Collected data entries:
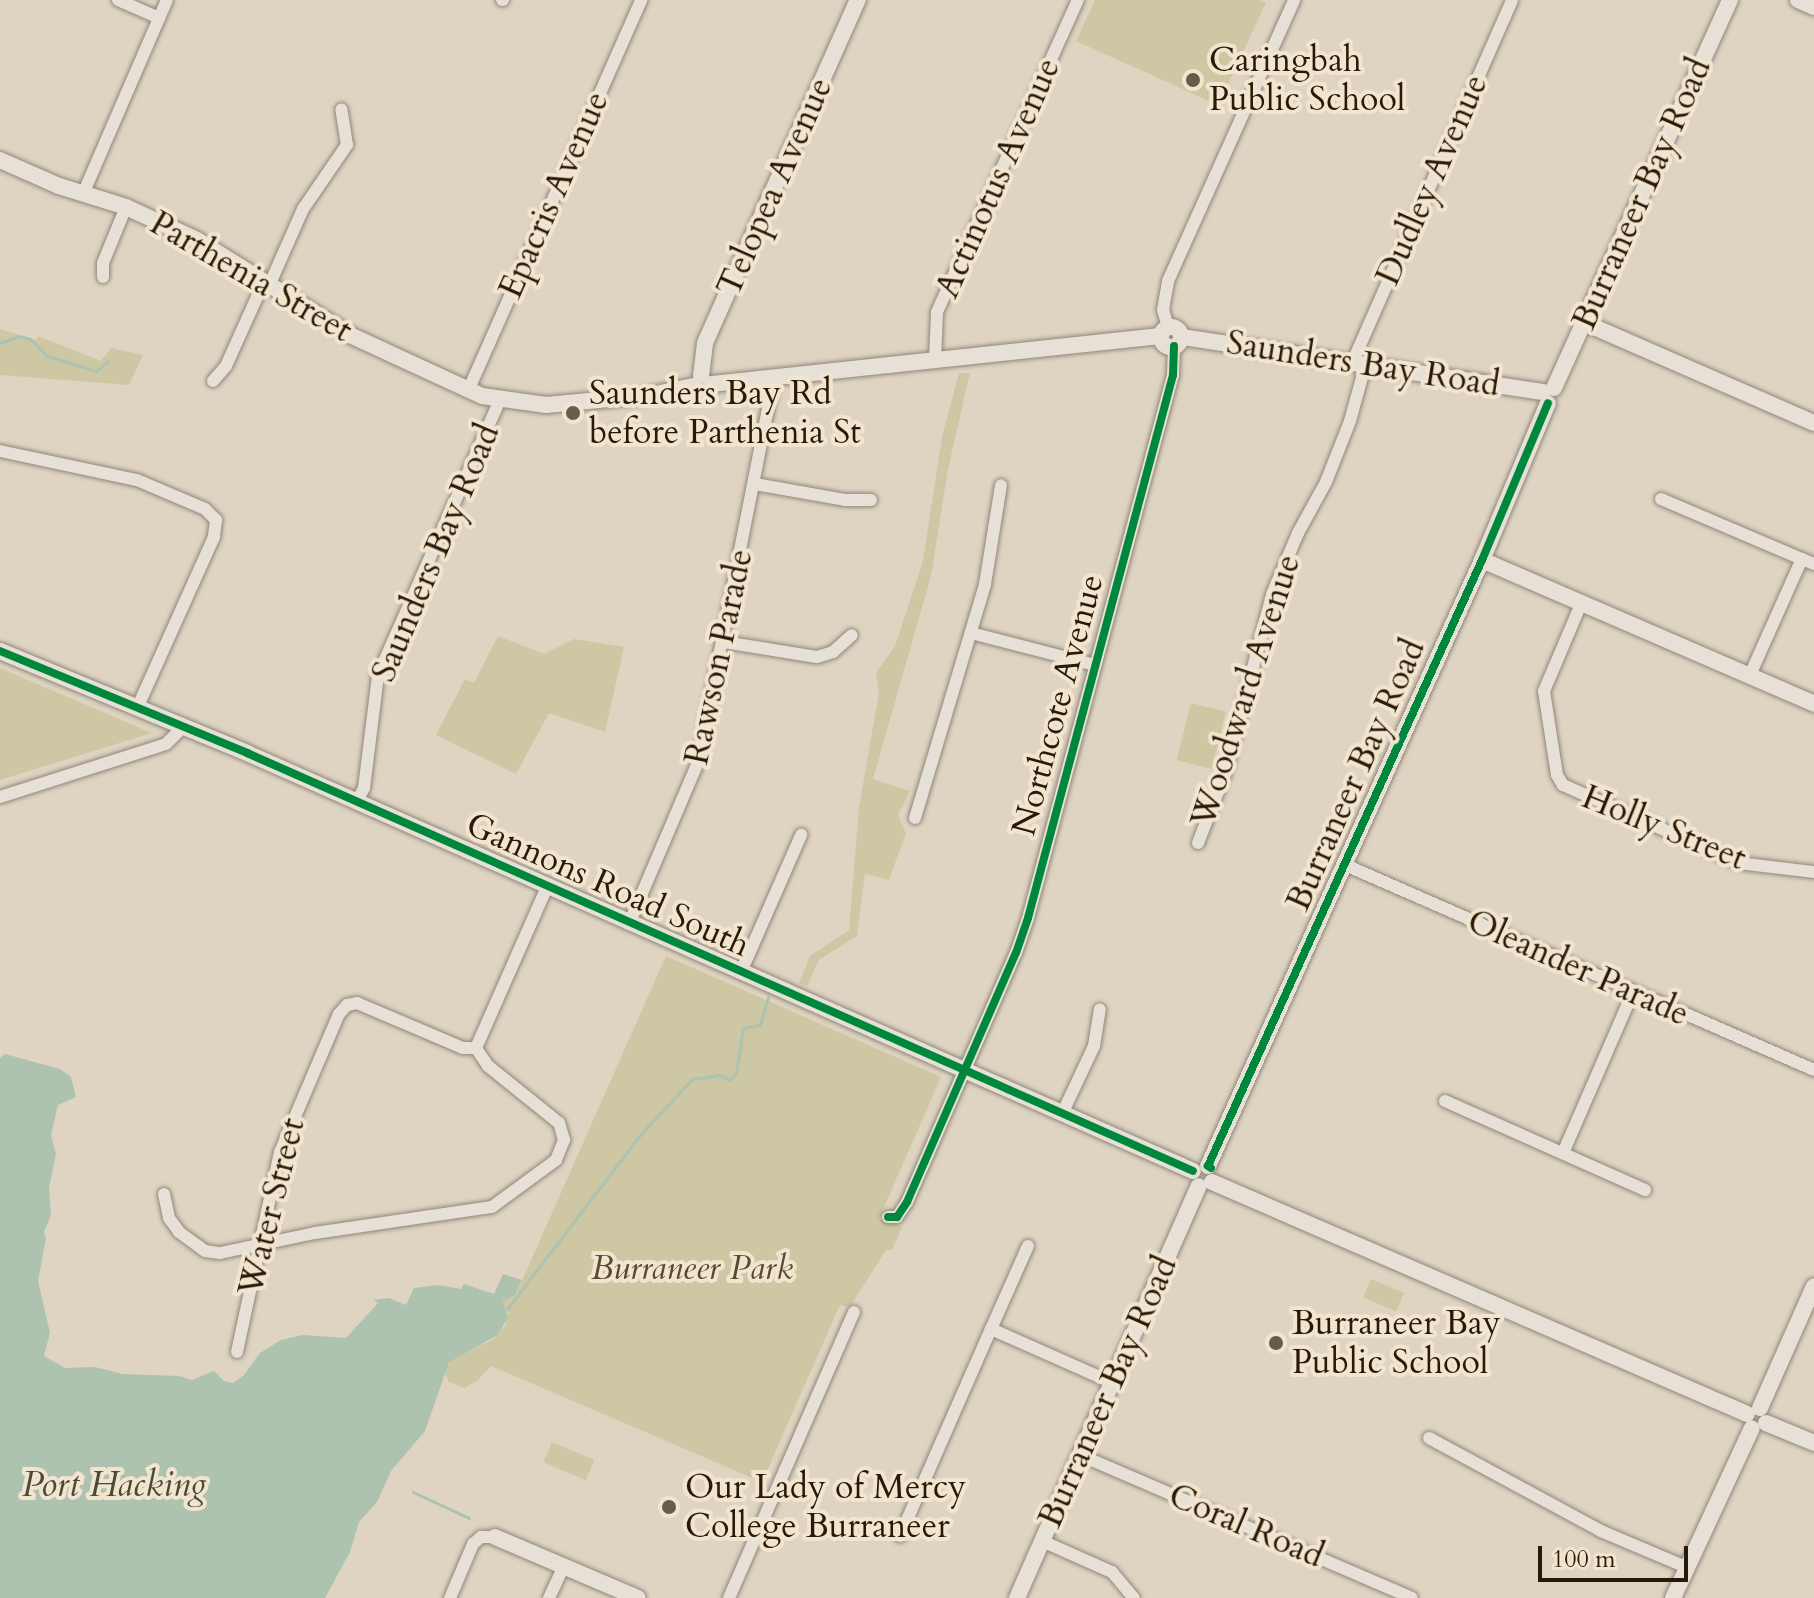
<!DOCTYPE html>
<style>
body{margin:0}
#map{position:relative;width:1814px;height:1598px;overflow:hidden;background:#dfd4c2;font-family:Cardo,serif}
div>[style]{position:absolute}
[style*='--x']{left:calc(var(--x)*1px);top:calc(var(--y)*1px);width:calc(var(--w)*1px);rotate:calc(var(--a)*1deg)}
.green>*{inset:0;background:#cdc7a3;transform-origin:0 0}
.water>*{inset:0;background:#aec2b0}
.stream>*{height:3px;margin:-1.5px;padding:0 1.5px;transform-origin:1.5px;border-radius:1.5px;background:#aec2b0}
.roads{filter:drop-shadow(0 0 2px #8f877a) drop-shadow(0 0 2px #8f877a)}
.street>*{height:12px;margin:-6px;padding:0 6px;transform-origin:6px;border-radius:6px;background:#e6e0d7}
.secondary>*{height:16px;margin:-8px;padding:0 8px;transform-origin:8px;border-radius:8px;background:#e6e0d7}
.secondary>.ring{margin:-8px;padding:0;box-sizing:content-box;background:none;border:16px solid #e6e0d7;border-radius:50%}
.cycleway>*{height:8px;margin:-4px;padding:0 4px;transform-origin:4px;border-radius:4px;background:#00873e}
.dots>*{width:22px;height:22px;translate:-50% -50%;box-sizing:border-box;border:4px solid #f2e5d0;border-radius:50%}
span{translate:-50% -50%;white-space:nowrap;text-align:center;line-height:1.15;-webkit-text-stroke:8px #f2e5d0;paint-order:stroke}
.poi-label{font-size:34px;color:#291a08}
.left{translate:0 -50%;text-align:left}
.street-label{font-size:34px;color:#291a08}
.park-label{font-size:34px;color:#564b2f;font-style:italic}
.water-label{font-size:36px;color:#4b4a38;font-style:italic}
.scale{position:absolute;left:1538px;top:1546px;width:150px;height:36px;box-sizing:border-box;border:4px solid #291a08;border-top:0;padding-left:10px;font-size:24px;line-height:28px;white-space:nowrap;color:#291a08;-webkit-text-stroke:6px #f2e5d0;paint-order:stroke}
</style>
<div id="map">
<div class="green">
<i style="clip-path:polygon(1095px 0,1260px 0,1266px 3px,1218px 105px,1076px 41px)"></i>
<i style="clip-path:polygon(0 329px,36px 340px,38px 336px,101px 361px,111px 348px,143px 355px,129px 385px,0 375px)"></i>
<i style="clip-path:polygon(959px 373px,970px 373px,948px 469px,931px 576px,873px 779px,910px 791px,898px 815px,906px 833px,889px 880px,865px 874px,857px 936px,819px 960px,807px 986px,799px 983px,810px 956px,849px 930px,859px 807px,879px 693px,876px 673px,895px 646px,923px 561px,942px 437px)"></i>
<i style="clip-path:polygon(498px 636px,544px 654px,574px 639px,624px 647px,605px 732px,549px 713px,516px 774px,436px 735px,465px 679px,474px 683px)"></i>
<i style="clip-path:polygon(0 668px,152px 733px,0 780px)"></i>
<i style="left:1191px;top:703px;width:36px;height:59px;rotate:14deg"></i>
<i style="clip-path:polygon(666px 956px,941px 1077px,878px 1221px,885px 1218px,902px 1227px,892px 1250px,886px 1250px,850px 1307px,840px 1305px,762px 1482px,491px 1366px,477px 1381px,464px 1388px,449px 1382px,444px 1370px,452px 1359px,494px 1339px,505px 1326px,508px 1313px,503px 1301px,516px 1294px)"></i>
<i style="left:1371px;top:1279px;width:36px;height:20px;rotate:23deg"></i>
<i style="left:552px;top:1442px;width:46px;height:22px;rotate:23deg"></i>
</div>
<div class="water">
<i style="clip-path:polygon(5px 1054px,60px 1069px,71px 1077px,76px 1097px,58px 1105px,51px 1135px,56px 1154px,49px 1188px,51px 1215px,44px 1232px,46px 1238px,38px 1281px,50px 1333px,44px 1356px,65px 1368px,95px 1367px,122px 1374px,179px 1376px,192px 1380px,214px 1371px,224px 1381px,233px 1383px,244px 1375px,260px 1353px,281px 1340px,303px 1335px,346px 1338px,378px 1303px,373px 1300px,389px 1298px,406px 1305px,414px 1288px,438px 1285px,461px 1289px,464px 1284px,494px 1294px,503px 1274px,522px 1280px,515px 1295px,503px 1301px,508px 1317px,498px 1335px,449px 1362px,425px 1431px,391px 1471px,377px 1502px,359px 1522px,350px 1552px,325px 1598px,0 1598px,0 1058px)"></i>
</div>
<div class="stream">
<i style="--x:0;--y:343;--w:20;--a:-20"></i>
<i style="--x:19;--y:336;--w:11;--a:15"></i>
<i style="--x:30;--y:339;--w:24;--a:45"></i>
<i style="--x:47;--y:356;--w:51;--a:17"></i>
<i style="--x:96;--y:371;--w:16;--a:-40"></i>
<i style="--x:507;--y:1309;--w:219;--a:-52.6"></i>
<i style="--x:640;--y:1135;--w:76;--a:-47.1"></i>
<i style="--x:692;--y:1079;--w:28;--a:-8"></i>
<i style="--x:720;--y:1075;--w:11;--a:27"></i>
<i style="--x:730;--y:1080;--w:9;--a:-49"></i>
<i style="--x:736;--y:1073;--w:46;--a:-81.2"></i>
<i style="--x:743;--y:1028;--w:17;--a:-10"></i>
<i style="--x:760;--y:1025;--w:29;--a:-74"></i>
<i style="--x:413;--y:1492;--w:62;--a:24.9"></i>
</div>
<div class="roads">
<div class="street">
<i style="--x:118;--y:0;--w:45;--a:23.7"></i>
<i style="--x:502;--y:0;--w:1;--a:0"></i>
<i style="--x:83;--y:194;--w:211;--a:-66.6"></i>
<i style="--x:103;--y:277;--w:14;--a:-90"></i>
<i style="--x:103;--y:263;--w:61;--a:-67.7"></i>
<i style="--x:1168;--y:327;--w:18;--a:-106"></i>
<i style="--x:1163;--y:310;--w:29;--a:-80"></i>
<i style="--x:1168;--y:281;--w:308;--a:-65.8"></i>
<i style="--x:935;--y:360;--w:48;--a:-87.6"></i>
<i style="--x:937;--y:312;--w:342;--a:-65.7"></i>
<i style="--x:1353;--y:361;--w:394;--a:-66.2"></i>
<i style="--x:213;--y:381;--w:20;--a:-49"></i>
<i style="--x:226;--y:366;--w:88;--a:-65.8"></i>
<i style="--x:262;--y:286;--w:12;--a:-35"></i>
<i style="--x:272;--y:279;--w:77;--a:-66.1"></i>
<i style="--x:303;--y:209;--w:78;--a:-55.5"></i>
<i style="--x:347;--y:145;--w:36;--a:-99"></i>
<i style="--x:468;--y:391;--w:428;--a:-66.1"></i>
<i style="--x:0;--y:451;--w:140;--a:12"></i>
<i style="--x:137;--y:480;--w:74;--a:23.1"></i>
<i style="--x:205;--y:509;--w:16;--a:45"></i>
<i style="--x:216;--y:520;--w:17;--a:97"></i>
<i style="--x:214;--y:537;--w:188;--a:114.2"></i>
<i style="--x:755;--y:484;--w:91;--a:10.1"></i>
<i style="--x:845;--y:500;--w:26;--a:0"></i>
<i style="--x:1661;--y:499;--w:153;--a:23.1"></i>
<i style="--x:1581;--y:604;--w:95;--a:113"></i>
<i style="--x:1544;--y:691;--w:85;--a:81.2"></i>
<i style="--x:1557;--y:775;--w:12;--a:59"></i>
<i style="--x:1563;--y:785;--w:192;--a:24"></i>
<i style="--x:1738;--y:863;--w:77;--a:6.8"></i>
<i style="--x:971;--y:633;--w:128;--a:14.5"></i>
<i style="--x:724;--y:642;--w:94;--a:9.2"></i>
<i style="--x:817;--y:657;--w:17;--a:-17"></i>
<i style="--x:833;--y:652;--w:25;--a:-42"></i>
<i style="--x:1750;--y:675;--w:127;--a:-65.9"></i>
<i style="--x:1802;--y:559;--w:13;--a:23"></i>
<i style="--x:0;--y:797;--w:174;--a:-17.7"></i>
<i style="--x:166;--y:744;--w:24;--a:-45"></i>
<i style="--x:356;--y:803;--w:17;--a:-62"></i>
<i style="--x:364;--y:788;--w:114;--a:-82.9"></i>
<i style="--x:378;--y:675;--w:301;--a:-66.1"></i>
<i style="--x:915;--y:818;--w:244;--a:-73.3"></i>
<i style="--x:985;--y:584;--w:100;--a:-80.8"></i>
<i style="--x:1198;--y:843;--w:77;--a:-68.7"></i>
<i style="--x:1226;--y:771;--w:183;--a:-75.4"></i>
<i style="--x:1272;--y:594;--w:66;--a:-66.9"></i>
<i style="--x:1298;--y:533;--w:58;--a:-61.2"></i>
<i style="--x:1326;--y:482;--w:66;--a:-68.5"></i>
<i style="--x:1350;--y:421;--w:60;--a:-74.6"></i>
<i style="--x:1343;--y:864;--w:514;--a:23.62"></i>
<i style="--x:629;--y:924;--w:176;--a:-66.9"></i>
<i style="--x:698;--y:762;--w:390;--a:-78.8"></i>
<i style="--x:741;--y:972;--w:150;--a:-66.3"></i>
<i style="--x:1445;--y:1101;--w:219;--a:24"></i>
<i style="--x:1062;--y:1114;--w:75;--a:-64.8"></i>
<i style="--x:1094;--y:1046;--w:37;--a:-81"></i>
<i style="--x:1563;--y:1153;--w:176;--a:-66.5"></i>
<i style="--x:164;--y:1194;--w:25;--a:78"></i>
<i style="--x:169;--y:1218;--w:17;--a:54"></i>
<i style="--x:179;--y:1232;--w:32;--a:36"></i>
<i style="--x:205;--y:1251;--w:15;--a:8"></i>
<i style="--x:220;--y:1253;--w:97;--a:-11.9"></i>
<i style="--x:315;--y:1233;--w:179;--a:-8.4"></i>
<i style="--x:492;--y:1207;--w:79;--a:-36.3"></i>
<i style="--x:556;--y:1160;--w:22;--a:-68"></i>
<i style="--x:564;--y:1140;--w:18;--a:-106"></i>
<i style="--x:559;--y:1123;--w:91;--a:-141.2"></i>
<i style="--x:488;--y:1066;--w:22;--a:-124"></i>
<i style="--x:888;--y:1217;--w:9;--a:0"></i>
<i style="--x:897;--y:1217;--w:18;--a:-56"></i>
<i style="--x:907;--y:1202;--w:272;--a:-66.4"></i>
<i style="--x:1016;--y:953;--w:37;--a:-71"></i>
<i style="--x:1028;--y:918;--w:562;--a:-75.05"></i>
<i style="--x:1173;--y:375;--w:29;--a:-88"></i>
<i style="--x:991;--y:1329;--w:91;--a:-66"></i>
<i style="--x:237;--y:1352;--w:205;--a:-77.9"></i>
<i style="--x:280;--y:1152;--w:150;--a:-66.9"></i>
<i style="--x:339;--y:1014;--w:12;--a:-48"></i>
<i style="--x:347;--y:1005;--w:10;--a:-11"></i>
<i style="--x:357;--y:1003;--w:115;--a:23"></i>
<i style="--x:463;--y:1048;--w:13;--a:0"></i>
<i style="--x:476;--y:1048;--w:176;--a:-66.2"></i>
<i style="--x:1429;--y:1438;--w:196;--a:28.4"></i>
<i style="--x:1601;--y:1531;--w:92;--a:23"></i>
<i style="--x:1080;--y:1455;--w:361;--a:23.3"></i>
<i style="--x:900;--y:1536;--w:226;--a:-66.3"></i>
<i style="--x:991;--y:1329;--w:133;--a:23.9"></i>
<i style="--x:1042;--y:1541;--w:77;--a:23.9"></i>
<i style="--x:1112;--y:1572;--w:34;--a:50"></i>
<i style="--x:450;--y:1598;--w:59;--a:-66.9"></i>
<i style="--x:473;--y:1544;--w:11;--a:-41"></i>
<i style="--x:481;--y:1537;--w:14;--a:0"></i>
<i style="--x:549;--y:1598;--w:35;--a:-65"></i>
<i style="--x:729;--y:1598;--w:312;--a:-66.4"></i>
</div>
<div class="secondary">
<i style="--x:1798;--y:0;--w:17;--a:24"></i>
<i style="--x:0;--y:160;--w:64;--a:23.8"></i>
<i style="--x:59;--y:186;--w:70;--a:17.4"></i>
<i style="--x:126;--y:207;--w:78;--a:24.9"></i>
<i style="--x:197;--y:240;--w:180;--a:31.8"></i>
<i style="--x:350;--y:335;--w:145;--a:24.8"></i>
<i style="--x:482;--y:396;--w:65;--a:8"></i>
<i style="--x:546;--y:405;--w:105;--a:-5.4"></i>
<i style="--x:651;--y:395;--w:43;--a:-12.1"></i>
<i style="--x:1585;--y:323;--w:250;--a:23.6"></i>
<i class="ring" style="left:1161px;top:327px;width:4px;height:4px"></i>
<i style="--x:1183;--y:337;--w:364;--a:8.7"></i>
<i style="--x:701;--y:376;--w:33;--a:-83"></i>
<i style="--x:705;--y:343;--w:376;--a:-66"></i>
<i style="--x:711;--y:384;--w:451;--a:-6.1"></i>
<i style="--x:1554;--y:388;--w:426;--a:-65.6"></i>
<i style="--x:1482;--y:560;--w:362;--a:23.4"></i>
<i style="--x:0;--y:651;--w:267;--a:22.4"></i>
<i style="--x:247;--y:753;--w:1034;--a:23.84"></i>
<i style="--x:1208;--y:1166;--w:665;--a:-65.67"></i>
<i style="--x:1482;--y:560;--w:170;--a:-67.2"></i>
<i style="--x:1212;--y:1182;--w:583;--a:23.44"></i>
<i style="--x:1760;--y:1408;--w:133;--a:-66.1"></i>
<i style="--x:1766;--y:1423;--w:52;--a:22.6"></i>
<i style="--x:495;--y:1537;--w:155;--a:23.1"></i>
<i style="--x:1017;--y:1598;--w:450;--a:-66.2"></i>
<i style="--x:1673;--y:1598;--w:187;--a:-65.1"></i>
</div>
</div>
<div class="cycleway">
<i style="--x:0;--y:651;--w:267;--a:22.4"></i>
<i style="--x:247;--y:753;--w:1034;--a:23.84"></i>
<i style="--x:1211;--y:1168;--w:4;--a:-146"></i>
<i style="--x:1208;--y:1166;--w:665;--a:-65.67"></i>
<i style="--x:1482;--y:560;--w:170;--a:-67.2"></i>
<i style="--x:888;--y:1217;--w:9;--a:0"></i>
<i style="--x:897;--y:1217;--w:18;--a:-56"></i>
<i style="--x:907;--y:1202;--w:272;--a:-66.4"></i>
<i style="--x:1016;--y:953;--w:37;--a:-71"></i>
<i style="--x:1028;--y:918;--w:562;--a:-75.05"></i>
<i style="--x:1173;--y:375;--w:29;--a:-88"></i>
</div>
<div class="dots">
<i style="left:1193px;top:80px;background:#695b49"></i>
<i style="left:573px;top:413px;background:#695b49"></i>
<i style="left:1276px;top:1343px;background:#695b49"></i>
<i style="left:669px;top:1507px;background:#695b49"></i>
</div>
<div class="poi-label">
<span class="left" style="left:1209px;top:80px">Caringbah<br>Public School</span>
<span class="left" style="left:589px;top:413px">Saunders Bay Rd<br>before Parthenia St</span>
<span class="left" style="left:1292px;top:1343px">Burraneer Bay<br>Public School</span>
<span class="left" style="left:685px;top:1507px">Our Lady of Mercy<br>College Burraneer</span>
</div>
<div class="street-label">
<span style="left:998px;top:178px;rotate:-66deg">Actinotus Avenue</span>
<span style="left:1432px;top:180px;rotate:-66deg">Dudley Avenue</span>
<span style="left:775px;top:187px;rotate:-66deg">Telopea Avenue</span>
<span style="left:1642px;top:194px;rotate:-66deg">Burraneer Bay Road</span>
<span style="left:554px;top:195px;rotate:-66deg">Epacris Avenue</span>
<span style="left:251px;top:277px;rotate:30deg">Parthenia Street</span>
<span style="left:1363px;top:364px;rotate:9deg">Saunders Bay Road</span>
<span style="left:436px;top:553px;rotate:-67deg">Saunders Bay Road</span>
<span style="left:719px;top:657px;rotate:-78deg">Rawson Parade</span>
<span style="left:1246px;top:691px;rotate:-72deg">Woodward Avenue</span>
<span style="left:1058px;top:705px;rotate:-75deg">Northcote Avenue</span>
<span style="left:1356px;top:775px;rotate:-66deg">Burraneer Bay Road</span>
<span style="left:1664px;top:828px;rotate:22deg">Holly Street</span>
<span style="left:608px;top:885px;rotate:24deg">Gannons Road South</span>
<span style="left:1578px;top:968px;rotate:24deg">Oleander Parade</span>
<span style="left:272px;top:1207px;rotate:-76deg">Water Street</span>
<span style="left:1108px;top:1392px;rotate:-66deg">Burraneer Bay Road</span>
<span style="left:1246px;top:1526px;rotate:23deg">Coral Road</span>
</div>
<div class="park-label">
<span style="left:692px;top:1269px">Burraneer Park</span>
</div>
<div class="water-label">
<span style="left:114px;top:1485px">Port Hacking</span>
</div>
<div class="scale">100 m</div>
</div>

GOAL OF THE EXERCISE ▸
Only the number is wanted: how many lines in the data include the string "green"?

ANSWER SPACE ▸
2